- **Materials provided**
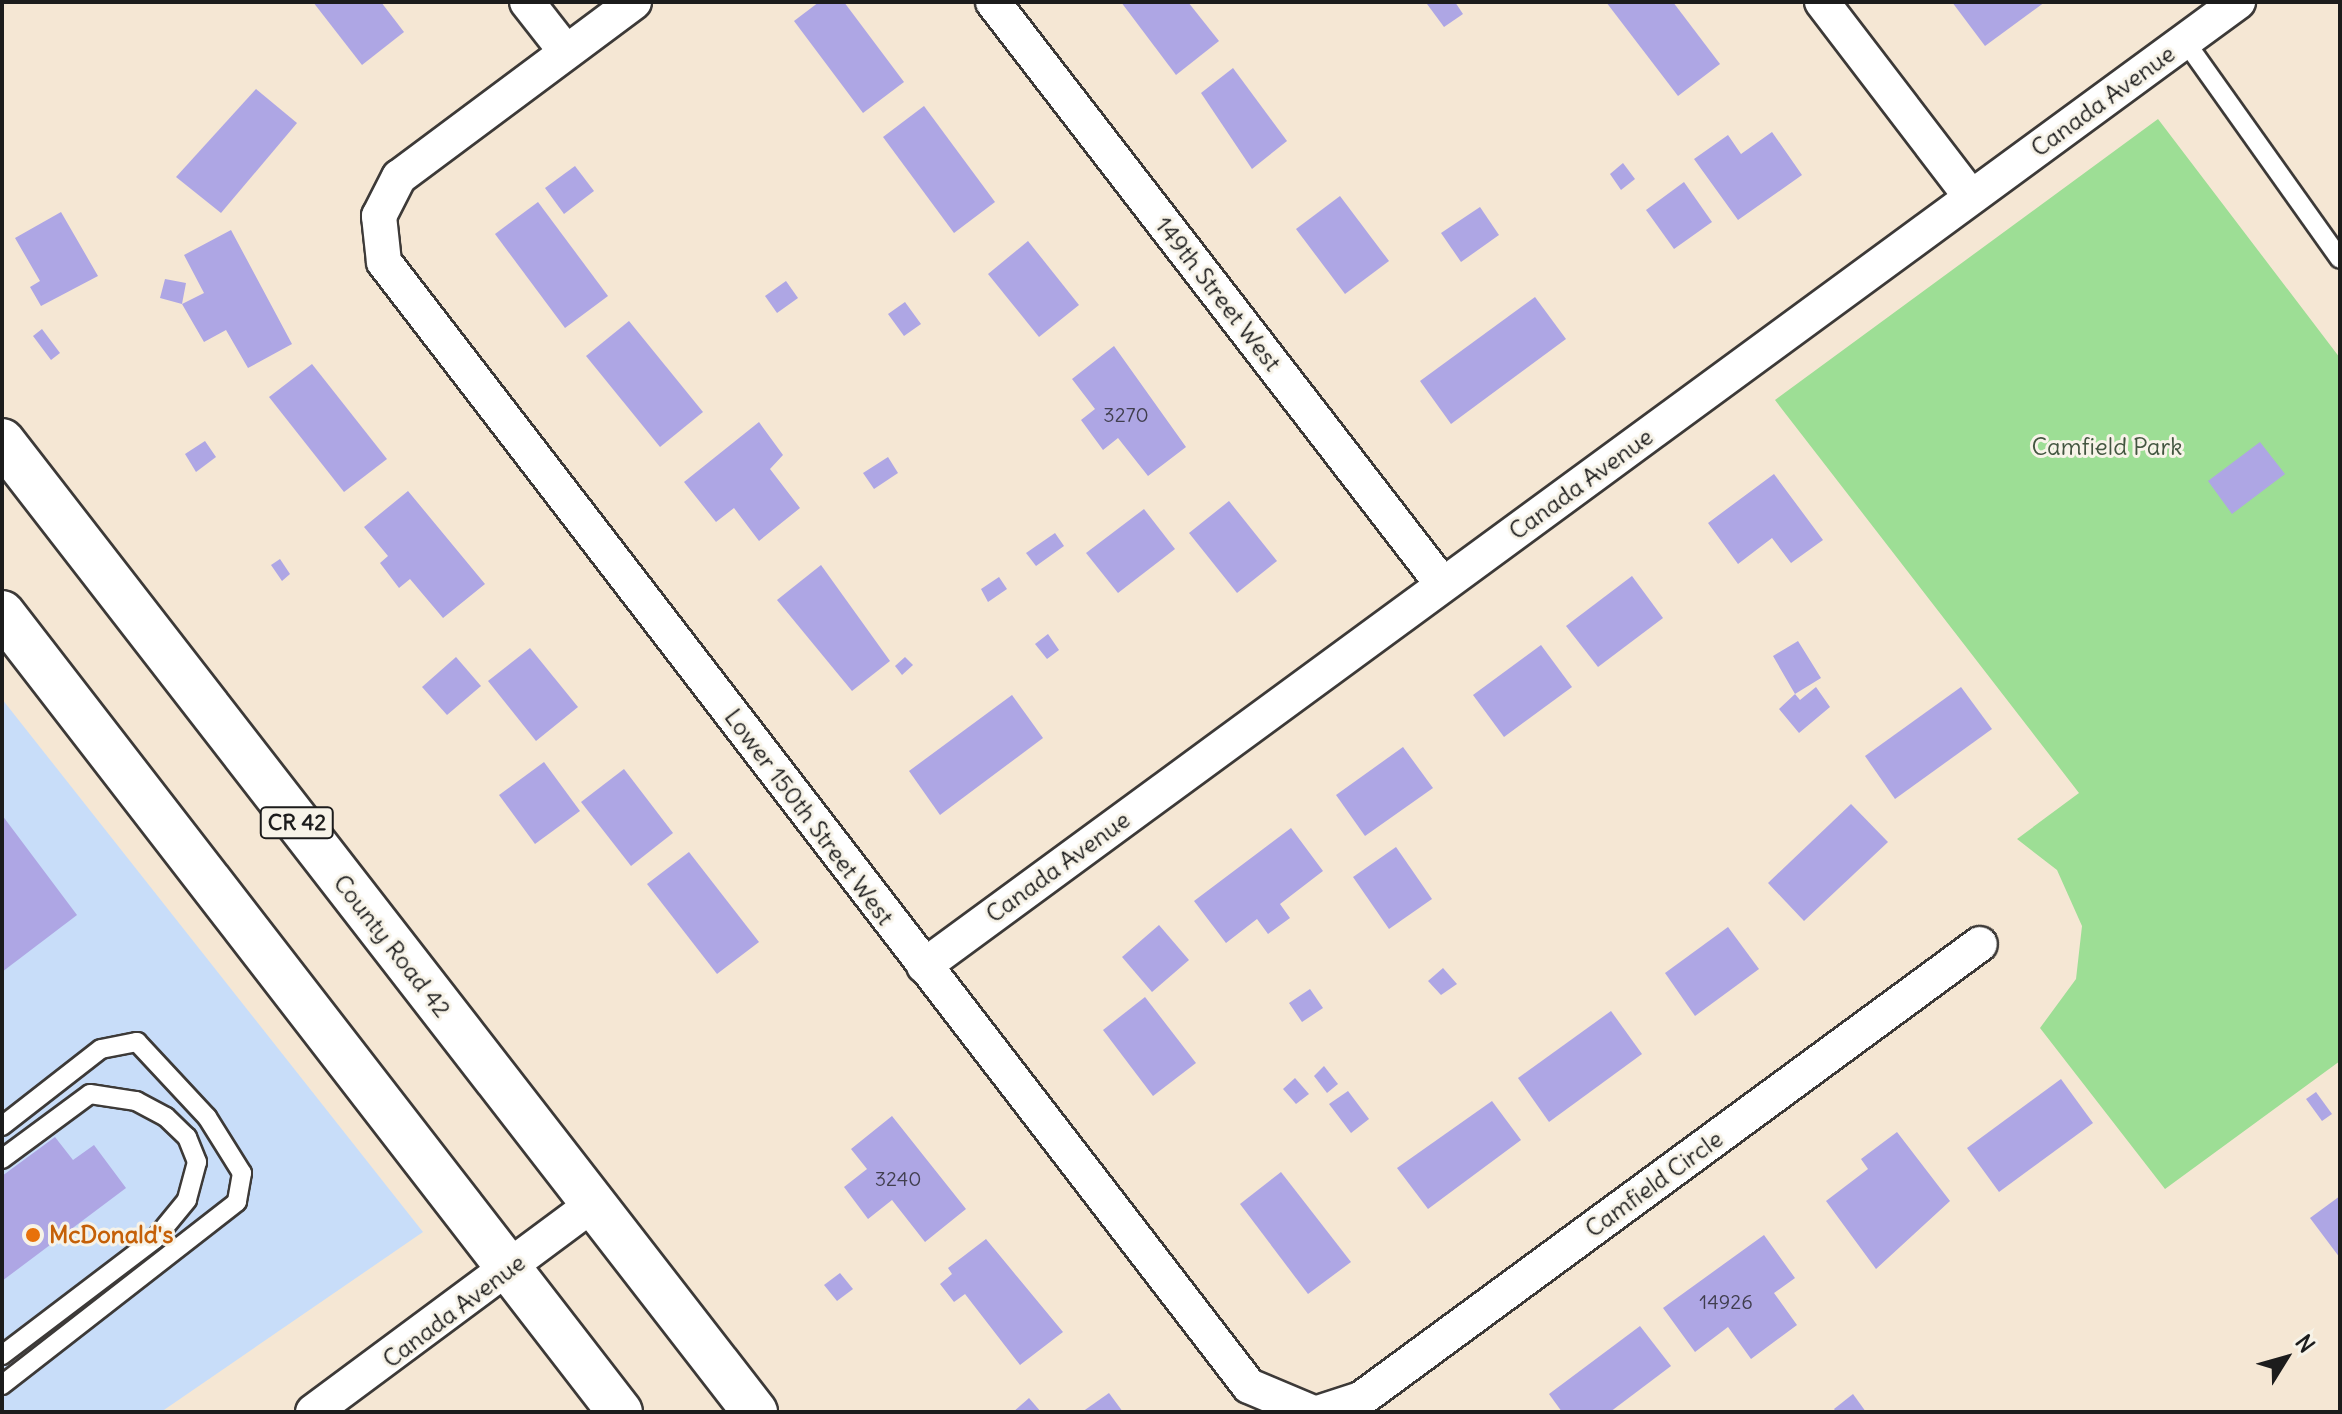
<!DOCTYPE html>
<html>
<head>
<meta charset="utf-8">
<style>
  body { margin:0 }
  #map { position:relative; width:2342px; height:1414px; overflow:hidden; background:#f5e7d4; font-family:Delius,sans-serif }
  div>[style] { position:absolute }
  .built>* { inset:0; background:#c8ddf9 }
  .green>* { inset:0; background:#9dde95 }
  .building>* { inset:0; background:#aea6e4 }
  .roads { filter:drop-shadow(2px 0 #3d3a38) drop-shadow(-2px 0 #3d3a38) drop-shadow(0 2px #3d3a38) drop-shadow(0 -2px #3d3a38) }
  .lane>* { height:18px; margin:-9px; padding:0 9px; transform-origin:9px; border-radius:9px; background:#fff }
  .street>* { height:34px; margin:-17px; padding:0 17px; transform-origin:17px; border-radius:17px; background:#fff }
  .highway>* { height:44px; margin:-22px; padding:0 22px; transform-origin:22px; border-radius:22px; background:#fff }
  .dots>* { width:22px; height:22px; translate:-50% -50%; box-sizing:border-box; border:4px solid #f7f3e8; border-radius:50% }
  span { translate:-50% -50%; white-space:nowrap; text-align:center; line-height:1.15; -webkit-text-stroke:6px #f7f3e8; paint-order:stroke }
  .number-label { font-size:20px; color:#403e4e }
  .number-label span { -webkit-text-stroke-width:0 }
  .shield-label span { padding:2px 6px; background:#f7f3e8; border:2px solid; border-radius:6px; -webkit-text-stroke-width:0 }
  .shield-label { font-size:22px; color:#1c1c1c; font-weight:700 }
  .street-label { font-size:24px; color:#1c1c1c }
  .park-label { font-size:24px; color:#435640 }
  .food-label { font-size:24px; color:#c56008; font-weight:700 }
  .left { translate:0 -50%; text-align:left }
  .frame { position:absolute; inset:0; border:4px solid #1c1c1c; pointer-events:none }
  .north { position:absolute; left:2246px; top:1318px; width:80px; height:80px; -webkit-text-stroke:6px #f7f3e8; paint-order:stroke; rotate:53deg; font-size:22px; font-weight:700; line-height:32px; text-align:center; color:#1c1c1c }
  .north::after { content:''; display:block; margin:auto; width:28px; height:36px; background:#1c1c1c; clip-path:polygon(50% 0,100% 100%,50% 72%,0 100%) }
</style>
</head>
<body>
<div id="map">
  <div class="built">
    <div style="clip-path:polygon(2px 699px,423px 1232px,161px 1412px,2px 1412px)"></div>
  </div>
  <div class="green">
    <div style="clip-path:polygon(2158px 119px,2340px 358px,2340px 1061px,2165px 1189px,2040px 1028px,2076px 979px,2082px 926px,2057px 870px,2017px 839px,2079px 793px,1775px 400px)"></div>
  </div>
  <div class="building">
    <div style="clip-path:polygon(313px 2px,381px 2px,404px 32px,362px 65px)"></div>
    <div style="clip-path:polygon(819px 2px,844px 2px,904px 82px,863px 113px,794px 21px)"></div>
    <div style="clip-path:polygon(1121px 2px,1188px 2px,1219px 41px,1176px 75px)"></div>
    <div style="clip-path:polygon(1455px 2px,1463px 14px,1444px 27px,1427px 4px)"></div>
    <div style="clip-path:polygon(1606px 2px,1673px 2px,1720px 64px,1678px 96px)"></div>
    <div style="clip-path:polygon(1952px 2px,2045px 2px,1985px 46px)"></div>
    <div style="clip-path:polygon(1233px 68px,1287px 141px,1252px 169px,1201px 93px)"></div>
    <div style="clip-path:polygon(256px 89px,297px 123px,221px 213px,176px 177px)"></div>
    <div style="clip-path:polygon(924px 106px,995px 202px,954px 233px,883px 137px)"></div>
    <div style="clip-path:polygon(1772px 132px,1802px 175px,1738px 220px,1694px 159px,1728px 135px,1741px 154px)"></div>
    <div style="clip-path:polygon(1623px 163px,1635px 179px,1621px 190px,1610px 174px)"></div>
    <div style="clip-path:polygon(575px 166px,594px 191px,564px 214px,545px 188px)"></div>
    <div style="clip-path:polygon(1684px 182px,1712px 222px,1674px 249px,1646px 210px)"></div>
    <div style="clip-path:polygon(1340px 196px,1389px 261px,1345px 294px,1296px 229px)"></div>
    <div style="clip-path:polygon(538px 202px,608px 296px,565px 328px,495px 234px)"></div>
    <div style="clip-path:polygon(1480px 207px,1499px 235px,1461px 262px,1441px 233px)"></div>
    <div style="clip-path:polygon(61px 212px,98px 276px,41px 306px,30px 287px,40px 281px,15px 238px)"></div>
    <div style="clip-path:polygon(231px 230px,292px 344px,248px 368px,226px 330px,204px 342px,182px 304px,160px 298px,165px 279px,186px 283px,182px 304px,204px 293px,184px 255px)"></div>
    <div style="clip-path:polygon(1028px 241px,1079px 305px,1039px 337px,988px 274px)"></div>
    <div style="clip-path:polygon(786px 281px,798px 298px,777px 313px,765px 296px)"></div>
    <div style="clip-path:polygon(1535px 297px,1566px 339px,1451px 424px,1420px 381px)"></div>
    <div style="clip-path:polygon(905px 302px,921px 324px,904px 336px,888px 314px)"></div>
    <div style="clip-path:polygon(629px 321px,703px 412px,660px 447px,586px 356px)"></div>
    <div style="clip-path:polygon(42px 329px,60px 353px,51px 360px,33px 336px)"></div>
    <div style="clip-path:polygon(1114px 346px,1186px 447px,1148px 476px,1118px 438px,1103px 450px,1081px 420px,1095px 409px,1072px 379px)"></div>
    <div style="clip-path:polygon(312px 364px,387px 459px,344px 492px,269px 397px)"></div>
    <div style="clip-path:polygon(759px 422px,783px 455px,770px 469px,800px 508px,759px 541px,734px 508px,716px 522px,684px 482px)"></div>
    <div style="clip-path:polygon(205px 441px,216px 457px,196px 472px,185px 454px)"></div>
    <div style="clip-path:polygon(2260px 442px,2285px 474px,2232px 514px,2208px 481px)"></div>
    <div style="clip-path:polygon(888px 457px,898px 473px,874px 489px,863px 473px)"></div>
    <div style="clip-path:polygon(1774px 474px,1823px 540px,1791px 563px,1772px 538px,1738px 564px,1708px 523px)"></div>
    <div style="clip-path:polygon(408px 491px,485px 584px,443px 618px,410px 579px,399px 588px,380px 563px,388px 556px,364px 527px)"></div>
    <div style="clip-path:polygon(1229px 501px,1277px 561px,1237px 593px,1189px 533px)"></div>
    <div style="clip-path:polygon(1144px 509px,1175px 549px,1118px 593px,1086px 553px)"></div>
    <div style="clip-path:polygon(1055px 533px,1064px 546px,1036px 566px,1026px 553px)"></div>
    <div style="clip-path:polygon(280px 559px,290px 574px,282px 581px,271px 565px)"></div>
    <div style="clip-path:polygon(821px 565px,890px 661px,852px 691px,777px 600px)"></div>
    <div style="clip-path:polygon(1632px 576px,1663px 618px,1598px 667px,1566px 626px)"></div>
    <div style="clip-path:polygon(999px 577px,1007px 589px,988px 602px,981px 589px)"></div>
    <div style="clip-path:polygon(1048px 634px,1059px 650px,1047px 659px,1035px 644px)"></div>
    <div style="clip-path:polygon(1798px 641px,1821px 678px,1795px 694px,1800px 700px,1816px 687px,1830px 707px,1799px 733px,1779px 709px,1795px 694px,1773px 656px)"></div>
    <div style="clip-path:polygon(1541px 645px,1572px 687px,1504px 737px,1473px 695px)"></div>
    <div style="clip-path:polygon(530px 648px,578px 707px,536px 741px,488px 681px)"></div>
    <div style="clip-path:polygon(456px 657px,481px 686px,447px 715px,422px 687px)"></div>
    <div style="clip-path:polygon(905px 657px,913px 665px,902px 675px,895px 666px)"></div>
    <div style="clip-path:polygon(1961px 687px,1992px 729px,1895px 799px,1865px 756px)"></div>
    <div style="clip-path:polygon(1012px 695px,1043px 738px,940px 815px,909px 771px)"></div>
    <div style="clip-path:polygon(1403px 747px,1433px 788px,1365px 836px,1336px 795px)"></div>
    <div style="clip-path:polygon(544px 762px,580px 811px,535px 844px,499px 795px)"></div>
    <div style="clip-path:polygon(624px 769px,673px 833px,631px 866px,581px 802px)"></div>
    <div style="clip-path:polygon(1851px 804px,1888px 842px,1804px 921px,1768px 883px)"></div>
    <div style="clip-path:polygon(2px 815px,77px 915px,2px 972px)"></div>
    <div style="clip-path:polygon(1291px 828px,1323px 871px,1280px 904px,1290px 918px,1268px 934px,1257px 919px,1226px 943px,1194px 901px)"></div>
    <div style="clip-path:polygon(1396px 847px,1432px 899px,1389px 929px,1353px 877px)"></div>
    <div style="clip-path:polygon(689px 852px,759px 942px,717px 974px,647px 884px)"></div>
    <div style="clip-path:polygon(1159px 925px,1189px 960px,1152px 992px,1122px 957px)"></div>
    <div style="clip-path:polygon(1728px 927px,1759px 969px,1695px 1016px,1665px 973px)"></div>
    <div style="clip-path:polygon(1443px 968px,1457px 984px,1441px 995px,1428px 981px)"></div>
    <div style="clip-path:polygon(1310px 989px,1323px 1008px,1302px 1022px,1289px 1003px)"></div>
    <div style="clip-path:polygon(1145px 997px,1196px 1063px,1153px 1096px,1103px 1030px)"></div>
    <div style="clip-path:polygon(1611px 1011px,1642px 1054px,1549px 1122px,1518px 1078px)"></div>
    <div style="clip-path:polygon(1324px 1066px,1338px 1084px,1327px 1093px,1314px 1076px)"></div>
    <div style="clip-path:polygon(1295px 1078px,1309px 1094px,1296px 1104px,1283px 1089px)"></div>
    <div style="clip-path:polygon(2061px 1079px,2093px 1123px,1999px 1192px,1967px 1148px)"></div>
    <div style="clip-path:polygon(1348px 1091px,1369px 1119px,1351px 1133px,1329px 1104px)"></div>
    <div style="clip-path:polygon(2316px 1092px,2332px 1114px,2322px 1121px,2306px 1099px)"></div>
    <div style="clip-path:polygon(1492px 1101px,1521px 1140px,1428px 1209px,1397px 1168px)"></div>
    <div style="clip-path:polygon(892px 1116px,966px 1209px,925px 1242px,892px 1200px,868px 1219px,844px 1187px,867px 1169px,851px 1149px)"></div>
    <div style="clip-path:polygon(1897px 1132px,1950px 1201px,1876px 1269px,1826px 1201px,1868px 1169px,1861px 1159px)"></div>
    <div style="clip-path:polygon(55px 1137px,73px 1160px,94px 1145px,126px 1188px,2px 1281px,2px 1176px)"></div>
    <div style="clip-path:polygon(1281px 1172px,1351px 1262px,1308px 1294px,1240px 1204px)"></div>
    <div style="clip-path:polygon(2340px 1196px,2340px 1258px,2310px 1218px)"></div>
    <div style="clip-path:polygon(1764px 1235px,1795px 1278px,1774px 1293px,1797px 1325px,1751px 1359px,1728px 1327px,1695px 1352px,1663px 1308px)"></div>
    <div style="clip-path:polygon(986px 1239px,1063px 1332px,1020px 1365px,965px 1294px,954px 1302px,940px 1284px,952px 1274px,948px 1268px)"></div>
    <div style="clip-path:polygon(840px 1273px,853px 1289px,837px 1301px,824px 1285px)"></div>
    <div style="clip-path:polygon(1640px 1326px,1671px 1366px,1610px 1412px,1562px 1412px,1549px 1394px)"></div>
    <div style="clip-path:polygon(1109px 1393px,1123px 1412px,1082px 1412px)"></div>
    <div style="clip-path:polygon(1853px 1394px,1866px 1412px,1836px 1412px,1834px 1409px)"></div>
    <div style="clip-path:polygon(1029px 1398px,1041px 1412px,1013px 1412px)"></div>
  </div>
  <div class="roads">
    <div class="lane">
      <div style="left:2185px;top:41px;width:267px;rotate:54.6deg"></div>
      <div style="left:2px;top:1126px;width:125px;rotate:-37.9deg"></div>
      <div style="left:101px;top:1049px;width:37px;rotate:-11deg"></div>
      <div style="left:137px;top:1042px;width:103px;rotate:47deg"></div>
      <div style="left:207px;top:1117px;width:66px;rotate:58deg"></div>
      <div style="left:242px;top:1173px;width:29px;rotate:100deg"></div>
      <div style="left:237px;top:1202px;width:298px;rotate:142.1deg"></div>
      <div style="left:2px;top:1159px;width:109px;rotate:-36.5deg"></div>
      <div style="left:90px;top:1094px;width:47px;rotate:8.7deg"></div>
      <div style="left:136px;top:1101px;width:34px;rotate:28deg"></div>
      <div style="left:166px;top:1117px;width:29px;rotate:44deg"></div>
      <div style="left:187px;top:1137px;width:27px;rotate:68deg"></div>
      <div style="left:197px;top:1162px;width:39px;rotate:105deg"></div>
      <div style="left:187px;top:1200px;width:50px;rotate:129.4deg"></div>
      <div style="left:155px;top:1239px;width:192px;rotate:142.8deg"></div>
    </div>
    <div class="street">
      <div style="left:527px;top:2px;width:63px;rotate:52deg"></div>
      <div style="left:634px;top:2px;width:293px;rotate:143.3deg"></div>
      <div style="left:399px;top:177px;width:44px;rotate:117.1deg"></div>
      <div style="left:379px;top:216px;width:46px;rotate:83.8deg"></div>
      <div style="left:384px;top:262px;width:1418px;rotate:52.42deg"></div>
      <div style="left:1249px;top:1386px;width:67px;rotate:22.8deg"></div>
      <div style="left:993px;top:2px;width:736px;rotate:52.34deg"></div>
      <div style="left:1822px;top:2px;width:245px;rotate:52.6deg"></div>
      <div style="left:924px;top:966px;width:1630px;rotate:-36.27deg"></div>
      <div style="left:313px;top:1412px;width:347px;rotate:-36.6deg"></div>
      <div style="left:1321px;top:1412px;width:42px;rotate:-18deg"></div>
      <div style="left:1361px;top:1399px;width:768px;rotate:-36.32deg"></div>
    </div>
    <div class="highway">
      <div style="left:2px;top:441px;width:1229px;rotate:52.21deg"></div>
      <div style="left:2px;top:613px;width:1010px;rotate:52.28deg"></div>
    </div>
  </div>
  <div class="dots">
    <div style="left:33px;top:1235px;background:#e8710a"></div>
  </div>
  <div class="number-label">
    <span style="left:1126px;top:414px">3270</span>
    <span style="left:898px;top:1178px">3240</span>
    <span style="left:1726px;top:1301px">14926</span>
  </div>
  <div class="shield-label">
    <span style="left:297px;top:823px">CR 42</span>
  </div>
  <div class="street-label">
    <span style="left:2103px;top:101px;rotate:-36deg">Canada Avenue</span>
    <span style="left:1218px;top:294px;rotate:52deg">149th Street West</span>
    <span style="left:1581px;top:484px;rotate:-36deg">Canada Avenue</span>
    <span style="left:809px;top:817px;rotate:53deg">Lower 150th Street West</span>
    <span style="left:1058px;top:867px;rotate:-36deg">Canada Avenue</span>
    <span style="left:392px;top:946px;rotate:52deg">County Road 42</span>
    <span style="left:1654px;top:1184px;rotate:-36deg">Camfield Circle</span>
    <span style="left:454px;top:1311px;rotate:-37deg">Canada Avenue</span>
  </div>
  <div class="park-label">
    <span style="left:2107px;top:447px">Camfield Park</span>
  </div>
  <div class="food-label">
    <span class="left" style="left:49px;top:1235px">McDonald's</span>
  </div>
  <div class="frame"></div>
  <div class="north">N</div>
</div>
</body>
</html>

- **What you have to do**
Return nothing but the lines running from the start of the data to the line with "position:relative; width:2342px; height:1414px;", please, both ends included and no pictures.

- **Exercise answer**
<!DOCTYPE html>
<html>
<head>
<meta charset="utf-8">
<style>
  body { margin:0 }
  #map { position:relative; width:2342px; height:1414px; overflow:hidden; background:#f5e7d4; font-family:Delius,sans-serif }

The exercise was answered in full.